Onde fica o porto seguro?
por Francisco Britto*

Experientes executivos ou mesmo Empreendedores de primeira viagem buscam o mesmo destino: Sucesso.

Fusões, aquisições, enxugamentos, falências e concordatas. É nesse duro cenário que hoje vivem tanto executivos como empreendedores. Mas há luz no fim do túnel? Essa é a pergunta que permanece!

A partir da observação e do contato diário com mercado, é possível dizer que sim, existe luz no final do túnel. Fatores como criatividade, ousadia, dedicação e alguns outros ainda fazem a diferença entre os que existem e os que sobrevivem, e ainda mais nos que se sobressaem.

Sejam executivos ou não, os desafios são basicamente os mesmos: projetos adequados, capital humano adequado, competências específicas, diferenciais competitivos, planejamento e muita, muita vontade de dar certo. A vontade de fazer, acima de tudo, supera grande parte das dificuldades que são encontradas no caminho a ser seguido.

Contra fatos não há argumentos.Ninguém discute que a tecnologia, de forma geral, hoje é acessível a todos nas suas mais variadas apresentações e representações.Também sabemos que capital não é fator de decisão para nenhum projeto vencedor.

Todos aqueles que cogitam iniciar um negócio próprio têm sempre como fator de inibição, ou pelo menos de preocupação, o capital a ser nele empregado.Muitas vezes esta é a barreira principal. Os entrevistados em nosso livro "Empreendedores Brasileiros" são a prova viva de que este não é e nem nunca será um fator de inibição para uma boa idéia.

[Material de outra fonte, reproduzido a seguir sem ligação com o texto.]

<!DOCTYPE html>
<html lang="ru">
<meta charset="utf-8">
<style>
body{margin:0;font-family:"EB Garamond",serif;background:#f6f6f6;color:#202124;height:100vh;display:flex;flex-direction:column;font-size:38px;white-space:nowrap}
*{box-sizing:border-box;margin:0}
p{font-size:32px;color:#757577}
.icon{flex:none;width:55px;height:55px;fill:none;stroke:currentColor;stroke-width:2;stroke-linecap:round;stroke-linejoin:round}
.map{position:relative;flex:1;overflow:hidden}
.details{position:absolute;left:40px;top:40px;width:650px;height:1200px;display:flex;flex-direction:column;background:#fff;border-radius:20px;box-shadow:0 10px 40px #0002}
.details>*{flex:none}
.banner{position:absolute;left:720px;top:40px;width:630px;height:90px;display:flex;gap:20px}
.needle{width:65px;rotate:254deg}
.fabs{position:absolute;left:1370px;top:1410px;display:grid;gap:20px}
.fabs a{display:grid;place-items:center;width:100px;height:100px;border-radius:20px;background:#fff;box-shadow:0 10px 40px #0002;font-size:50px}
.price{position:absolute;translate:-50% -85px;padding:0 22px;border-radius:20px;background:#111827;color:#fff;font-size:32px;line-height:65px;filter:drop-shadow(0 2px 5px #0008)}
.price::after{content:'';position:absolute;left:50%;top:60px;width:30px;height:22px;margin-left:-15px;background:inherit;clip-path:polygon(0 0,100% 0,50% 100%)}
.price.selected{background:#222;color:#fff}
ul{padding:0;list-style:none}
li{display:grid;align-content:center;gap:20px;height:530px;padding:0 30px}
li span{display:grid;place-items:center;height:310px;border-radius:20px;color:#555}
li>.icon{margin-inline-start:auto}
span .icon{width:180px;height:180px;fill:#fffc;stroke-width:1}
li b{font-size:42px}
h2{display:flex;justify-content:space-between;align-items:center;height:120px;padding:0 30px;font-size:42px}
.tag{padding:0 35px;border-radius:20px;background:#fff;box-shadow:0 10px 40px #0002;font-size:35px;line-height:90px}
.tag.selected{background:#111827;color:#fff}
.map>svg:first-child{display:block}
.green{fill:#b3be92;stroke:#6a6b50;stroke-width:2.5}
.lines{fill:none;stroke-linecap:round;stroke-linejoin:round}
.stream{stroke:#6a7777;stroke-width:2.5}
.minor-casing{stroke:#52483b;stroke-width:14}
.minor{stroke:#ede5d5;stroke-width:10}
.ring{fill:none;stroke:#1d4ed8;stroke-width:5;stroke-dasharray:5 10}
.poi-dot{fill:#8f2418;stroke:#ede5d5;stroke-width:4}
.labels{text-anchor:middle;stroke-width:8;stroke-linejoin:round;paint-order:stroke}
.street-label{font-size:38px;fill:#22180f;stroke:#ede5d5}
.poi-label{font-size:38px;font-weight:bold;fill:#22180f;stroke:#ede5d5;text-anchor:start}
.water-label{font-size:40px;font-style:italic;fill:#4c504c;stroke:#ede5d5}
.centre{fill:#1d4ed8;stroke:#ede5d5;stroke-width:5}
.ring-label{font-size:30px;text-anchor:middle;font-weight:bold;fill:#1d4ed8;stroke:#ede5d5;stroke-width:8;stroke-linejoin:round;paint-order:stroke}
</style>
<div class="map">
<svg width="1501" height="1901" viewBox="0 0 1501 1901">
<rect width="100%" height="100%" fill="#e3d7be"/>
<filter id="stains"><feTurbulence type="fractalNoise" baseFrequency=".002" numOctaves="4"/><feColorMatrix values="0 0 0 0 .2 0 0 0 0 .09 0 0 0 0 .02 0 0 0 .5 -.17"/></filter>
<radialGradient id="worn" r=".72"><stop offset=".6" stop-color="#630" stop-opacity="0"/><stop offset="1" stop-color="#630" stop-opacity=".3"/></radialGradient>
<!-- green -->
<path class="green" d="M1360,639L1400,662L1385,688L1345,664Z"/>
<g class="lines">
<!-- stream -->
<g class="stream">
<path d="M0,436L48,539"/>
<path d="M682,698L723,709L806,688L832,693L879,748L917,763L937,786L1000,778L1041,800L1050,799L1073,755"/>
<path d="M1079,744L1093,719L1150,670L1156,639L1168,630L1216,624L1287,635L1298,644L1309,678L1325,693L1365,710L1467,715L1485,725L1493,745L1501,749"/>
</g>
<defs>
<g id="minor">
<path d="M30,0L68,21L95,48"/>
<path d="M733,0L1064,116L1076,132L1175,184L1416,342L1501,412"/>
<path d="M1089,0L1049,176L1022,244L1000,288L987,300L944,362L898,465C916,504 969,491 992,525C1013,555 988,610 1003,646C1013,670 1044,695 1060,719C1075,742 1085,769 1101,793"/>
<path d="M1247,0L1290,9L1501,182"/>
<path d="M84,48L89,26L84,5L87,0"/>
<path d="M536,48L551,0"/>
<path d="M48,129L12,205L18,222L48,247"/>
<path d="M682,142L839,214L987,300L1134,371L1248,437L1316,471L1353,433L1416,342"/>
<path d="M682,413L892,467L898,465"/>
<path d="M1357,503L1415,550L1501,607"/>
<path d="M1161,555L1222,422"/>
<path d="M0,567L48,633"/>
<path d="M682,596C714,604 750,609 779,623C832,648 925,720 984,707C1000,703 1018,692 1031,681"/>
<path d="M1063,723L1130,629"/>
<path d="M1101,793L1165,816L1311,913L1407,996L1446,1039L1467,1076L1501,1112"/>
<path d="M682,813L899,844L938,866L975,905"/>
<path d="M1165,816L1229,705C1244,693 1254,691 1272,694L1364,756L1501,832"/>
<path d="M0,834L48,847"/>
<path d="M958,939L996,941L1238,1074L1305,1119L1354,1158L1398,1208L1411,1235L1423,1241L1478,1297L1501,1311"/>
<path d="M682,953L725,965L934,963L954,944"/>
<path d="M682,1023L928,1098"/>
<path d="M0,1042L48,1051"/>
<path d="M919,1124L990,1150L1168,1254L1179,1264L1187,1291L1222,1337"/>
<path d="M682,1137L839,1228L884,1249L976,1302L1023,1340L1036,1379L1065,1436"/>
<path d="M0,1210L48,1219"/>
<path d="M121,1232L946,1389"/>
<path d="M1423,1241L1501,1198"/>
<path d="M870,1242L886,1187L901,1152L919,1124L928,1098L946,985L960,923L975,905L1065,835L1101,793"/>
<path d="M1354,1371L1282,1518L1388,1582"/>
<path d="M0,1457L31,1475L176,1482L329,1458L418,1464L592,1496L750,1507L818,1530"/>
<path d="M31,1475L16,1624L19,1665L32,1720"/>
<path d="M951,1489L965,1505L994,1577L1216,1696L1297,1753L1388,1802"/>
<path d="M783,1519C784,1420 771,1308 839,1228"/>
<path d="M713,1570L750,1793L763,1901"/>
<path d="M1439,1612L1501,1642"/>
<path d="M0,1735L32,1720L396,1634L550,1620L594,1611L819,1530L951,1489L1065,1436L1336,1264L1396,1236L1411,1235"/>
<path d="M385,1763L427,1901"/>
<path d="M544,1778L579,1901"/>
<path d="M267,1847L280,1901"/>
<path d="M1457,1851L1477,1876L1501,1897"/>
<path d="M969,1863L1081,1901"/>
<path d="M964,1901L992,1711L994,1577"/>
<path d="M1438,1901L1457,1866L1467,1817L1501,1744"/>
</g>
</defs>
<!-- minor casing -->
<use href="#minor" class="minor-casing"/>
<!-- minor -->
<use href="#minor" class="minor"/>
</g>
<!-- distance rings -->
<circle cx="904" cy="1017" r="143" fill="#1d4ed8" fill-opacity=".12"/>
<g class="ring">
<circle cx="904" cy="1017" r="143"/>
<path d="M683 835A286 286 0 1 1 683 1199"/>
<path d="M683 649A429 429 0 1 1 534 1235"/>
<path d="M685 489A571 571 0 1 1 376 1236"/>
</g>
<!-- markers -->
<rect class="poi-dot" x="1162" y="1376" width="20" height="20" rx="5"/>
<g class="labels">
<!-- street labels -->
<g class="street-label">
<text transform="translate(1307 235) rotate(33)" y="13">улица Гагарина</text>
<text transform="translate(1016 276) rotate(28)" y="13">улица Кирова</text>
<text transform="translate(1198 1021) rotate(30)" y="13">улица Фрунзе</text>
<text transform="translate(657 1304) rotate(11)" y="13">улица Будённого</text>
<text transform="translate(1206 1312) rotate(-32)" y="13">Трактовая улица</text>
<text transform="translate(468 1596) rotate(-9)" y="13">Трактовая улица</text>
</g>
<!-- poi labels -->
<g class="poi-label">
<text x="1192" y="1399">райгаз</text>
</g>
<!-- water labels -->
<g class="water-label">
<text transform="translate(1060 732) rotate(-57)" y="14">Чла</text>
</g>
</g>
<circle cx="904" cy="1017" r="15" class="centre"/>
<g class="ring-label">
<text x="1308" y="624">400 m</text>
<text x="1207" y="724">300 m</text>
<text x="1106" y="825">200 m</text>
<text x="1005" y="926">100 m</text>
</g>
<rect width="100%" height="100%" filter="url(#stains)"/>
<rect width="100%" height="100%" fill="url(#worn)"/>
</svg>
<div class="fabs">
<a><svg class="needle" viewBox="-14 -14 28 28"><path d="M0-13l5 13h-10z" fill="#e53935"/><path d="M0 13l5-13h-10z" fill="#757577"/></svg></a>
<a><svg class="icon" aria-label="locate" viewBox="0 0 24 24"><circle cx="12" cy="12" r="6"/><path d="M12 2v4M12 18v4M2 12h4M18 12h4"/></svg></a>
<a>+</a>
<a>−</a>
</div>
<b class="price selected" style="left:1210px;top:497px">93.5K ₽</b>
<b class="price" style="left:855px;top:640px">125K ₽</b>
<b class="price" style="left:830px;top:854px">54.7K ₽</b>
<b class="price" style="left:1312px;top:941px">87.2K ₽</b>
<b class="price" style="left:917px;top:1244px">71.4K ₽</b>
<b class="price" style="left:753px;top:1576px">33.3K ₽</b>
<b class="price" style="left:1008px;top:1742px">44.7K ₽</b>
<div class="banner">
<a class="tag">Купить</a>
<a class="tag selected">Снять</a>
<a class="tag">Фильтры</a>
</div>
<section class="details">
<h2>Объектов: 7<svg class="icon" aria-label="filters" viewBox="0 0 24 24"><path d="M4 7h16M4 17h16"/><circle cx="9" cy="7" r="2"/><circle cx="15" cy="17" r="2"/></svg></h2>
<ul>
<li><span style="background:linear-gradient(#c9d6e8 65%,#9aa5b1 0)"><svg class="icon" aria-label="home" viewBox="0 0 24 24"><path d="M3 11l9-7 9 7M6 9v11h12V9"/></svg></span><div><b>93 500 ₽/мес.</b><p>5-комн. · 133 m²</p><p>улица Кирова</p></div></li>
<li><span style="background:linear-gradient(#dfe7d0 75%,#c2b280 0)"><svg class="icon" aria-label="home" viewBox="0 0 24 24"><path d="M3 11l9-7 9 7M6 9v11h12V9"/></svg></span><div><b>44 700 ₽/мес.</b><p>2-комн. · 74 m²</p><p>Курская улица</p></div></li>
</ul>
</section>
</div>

Salim Matar - Presidente da Localiza, por exemplo, nos colocou que acredita que se você tem dois grandes projetos, um com dinheiro e outro sem, o segundo tem mais chance de dar certo. E a explicação é simples: o empreendedor se pega a ele como uma solução de vida. Ou dá certo, ou dá certo. Este pensamento também foi sempre a mola propulsora de outros empreendedores como Alexandre Accioly, da Quatro A Telemarketing, que sempre transformou seus erros em novos acertos.

Quem é brasileiro não pode deixar de lado a presença do Governo na saúde ou na doença das empresas. Todos sabem que o Governo mais complica de que ajuda. São mudanças repentinas, sustos, novos impostos, a falta de financiamentos e outros fatores que formam uma enorme lista de "contras" para quem quer empreender ou gerenciar.

Muitos exemplos conhecidos mais uma vez mostram que é possível esquecer o Governo e tocar a vida. Exemplos como os de Miguel Abuhab da Datasul e Ricardo Queiros da Zanthus, sobreviventes de todos os tipos de leis de mercado na área de tecnologia, provam que é possível sobreviver a essas intempéries. São exemplos de sonhos nacionais que lutam contra as multinacionais com grande bravura e nenhum auxílio do governo.

Paixão e suor se confundem muito. Como já dizia o ditado "Deus ajuda quem cedo madruga". Ou seja, um grande empreendimento é sem dúvida feito de muito trabalho. As coisas não acontecem sozinhas. Os empreendedores têm de fazer com que elas aconteçam. Anita Roddick - CEO da Bodyshop, rede inglesa de cosméticos, fala que toda a sua vida foi marcada pelo trabalho. Como imigrante e sem recursos financeiros, encontrou no trabalho a única forma de realizar seus sonhos. Nunca parou de trabalhar e nunca parou de sonhar.

Já Emilio Umeoka, CEO da Microsoft no Brasil, diz que em tudo existe um coeficiente de paixão. Sucesso e paixão estão intimamente ligados. Nizan Guanaes, sócio da agência África e de muitos outros empreendimentos, lembra que o mercado está muito competitivo, sem chances para quem não tem paixão pelo ofício que escolheu. E reforça dizendo que paixão é paixão mesmo, não apenas estar contente com o que se faz.

O porto seguro de cada um está em si mesmo, nos fatores humildade e vontade de aprender. A partir daí, é só correr para o abraço!

(*) Francisco Britto é sócio da BW Gestão de Talentos e sócio fundador do Instituto Talento Brasil.